La liturgia de hoy insiste en los terribles castigos que están reservados para los que hubieren renegado de Cristo. Todos ellos perecerán y ninguno entrará en el reino; al revés de sus fieles y leales servidores, los cuales le seguirán algún día imitando su gloriosa Ascensión a los cielos. A poner aún más de relieve este ideal contribuye a la lectura del Breviario, al hablarnos del gran profeta Elías.
<<Elías, dice San Agustín, es figura de nuestro Señor y Salvador, porque, como Él, sufrió también persecución por la justicia y luego subió en triunfo por los aires.
Este triunfo de Elías y de Jesús será también nuestro si es que no tentamos a Cristo>>, o sea, <<si evitamos la idolatría, la impureza y la murmuración>>, siendo fieles a la gracia. Bien se ve por toda la trama compleja de la vida de Elías y Eliseo, que Dios protege al justo, y se sacrifica por Él en los altares, y hasta le da a comer su propia carne y a beber su propia sangre para que, unido siempre a Él con apretado lazo, pueda guardar fielmente los divinos mandamientos, que son más dulces que la misma miel.

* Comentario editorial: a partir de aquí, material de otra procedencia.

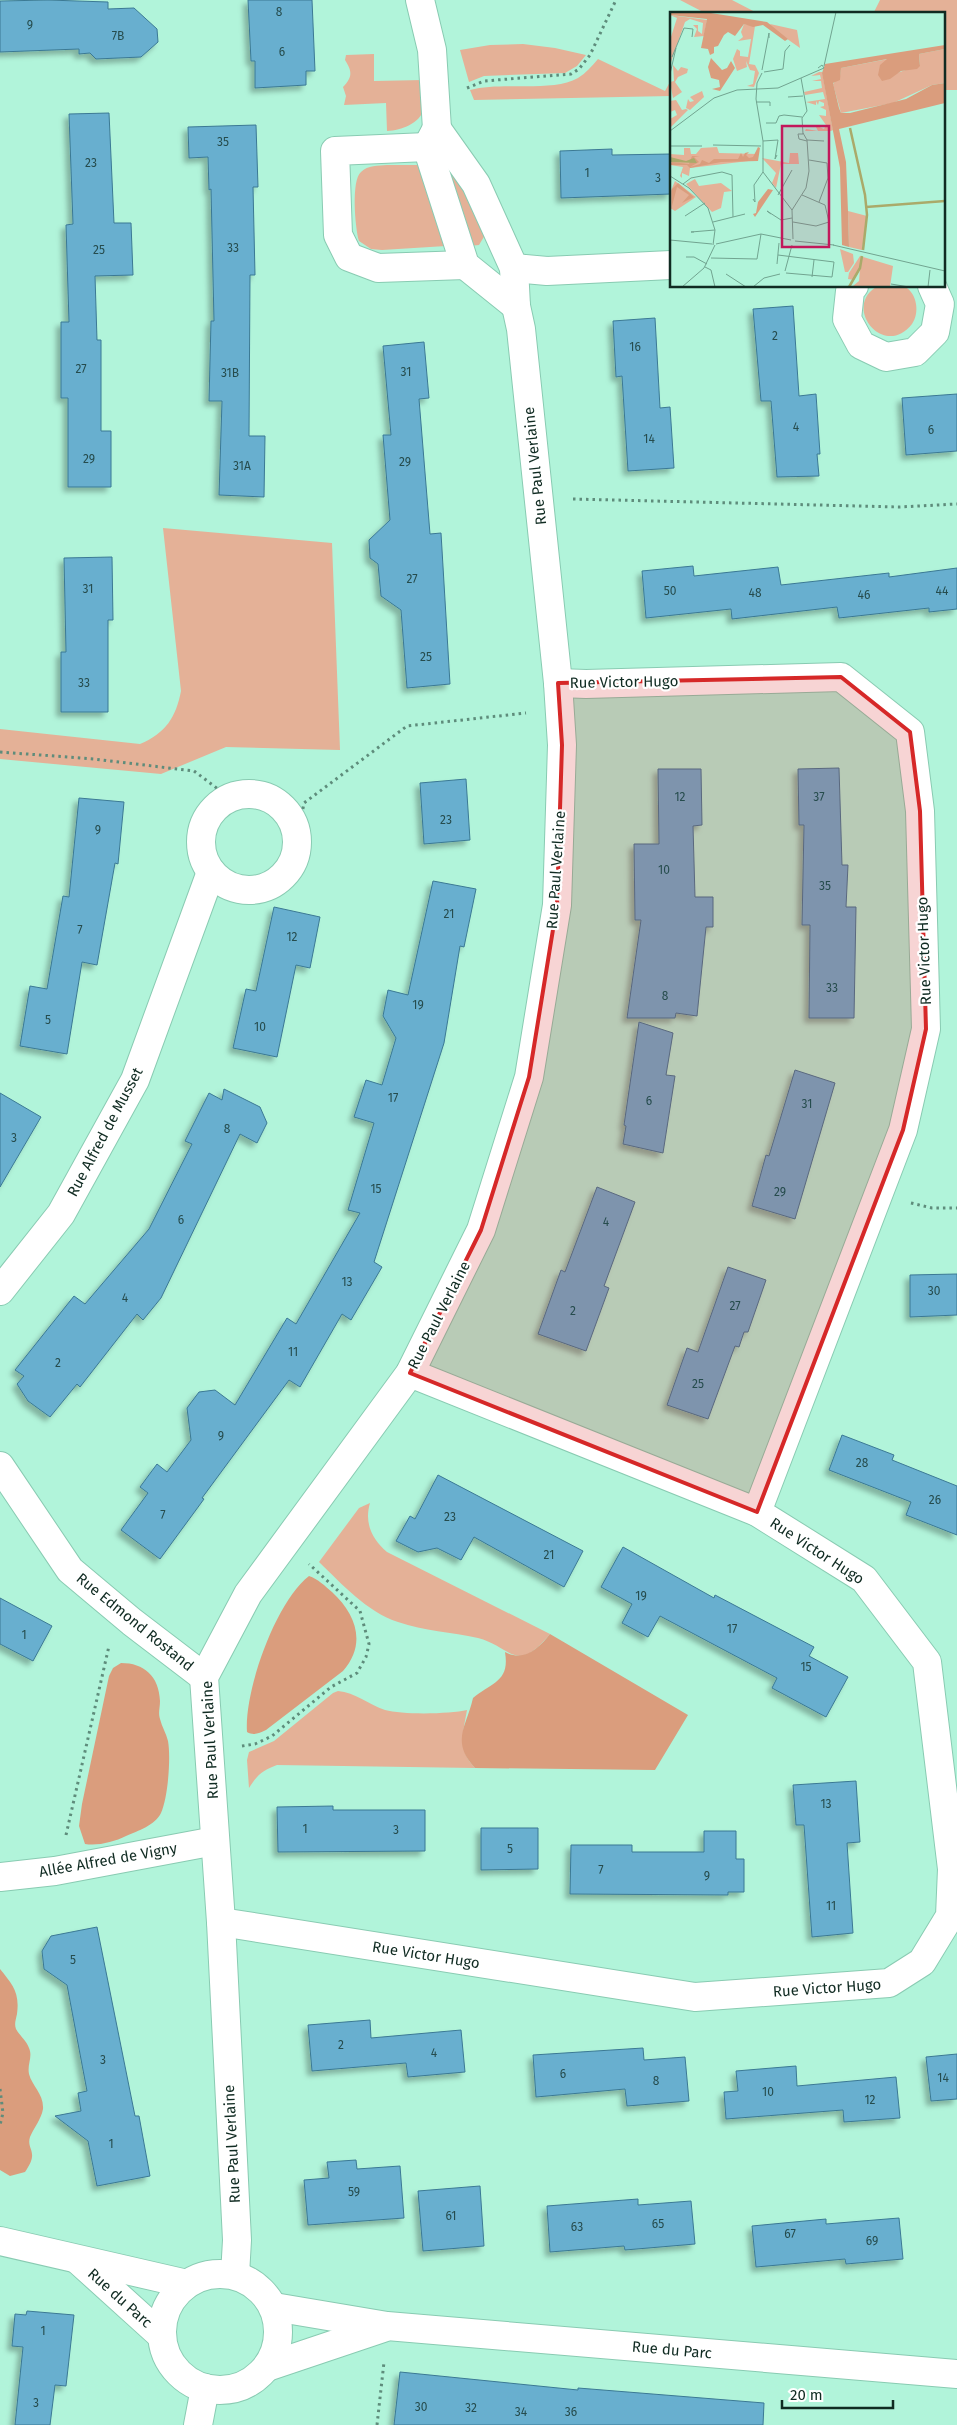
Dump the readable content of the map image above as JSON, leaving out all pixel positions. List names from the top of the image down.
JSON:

Porque Dios es fiel, y no permite que el demonio nos tiente más de lo que nuestras fuerzas consienten, y aun si somos tentados, es para que saquemos provecho espiritual de la tentación, y ganemos una victoria.

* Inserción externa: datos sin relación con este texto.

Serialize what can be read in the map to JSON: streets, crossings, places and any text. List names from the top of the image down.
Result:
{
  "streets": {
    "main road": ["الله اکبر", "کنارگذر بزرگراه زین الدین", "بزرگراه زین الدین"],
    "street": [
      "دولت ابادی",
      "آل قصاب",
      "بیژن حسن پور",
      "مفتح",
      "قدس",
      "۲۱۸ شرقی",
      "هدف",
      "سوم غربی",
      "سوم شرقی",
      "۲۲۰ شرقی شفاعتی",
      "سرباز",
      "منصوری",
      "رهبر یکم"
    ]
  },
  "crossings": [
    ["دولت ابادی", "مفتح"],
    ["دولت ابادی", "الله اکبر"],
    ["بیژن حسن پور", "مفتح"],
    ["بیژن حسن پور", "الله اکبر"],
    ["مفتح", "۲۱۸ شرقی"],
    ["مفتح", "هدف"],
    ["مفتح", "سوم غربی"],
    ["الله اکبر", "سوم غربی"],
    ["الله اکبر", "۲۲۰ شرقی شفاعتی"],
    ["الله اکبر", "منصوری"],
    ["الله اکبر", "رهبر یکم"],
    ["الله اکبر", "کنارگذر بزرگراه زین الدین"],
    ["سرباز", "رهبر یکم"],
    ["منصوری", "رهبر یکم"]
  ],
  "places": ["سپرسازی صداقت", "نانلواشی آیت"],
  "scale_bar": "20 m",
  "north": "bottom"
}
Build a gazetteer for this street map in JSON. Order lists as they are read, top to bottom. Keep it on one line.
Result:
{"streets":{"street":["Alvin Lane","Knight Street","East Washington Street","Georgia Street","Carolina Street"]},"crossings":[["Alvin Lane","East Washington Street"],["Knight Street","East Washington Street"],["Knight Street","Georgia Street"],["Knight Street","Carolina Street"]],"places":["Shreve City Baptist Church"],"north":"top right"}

Pero la justicia divina, no contenta con proteger al justo y premiar su fidelidad, castiga a sus perseguidores que obran la maldad. Lo vemos de un modo palmario en la vida de Elías y en la de Jesús. Y no sólo recae la ira de Dios sobre los individuos pecadores, sino también sobre las ciudades y las naciones. Terrible escarmiento fue la ruina de Jerusalén predicha por el Señor, el cual derramó por ella lágrimas tan amargas, aunque en vano, pues no se convirtió. <<Veintitrés mil Hebreos perecieron en un mismo día a causa de su impureza, y muchos también fueron muertos por el Ángel exterminador por haber murmurado>>. Todo esto, añade el Apóstol, estaba escrito para nuestro escarmiento. Más de un millón de Judíos pereció en el saco de Jerusalén por Tito (año 70), todo ello por no haber admitido a Cristo. El fuego vendrá finalmente a vengar los ultrajes cometidos por los hombres contra su Dios, el cual expulsará a los malos de su templo, del cielo, no a latigazos, sino con aquel látigo harto más doloroso de su palabra que atronará cuando diga: ¡Id, malditos, al fuego eterno!. Si estamos de pie, procuremos no caer, guardando los mandamientos del Señor, que son más dulces que la miel, y alegran los corazones.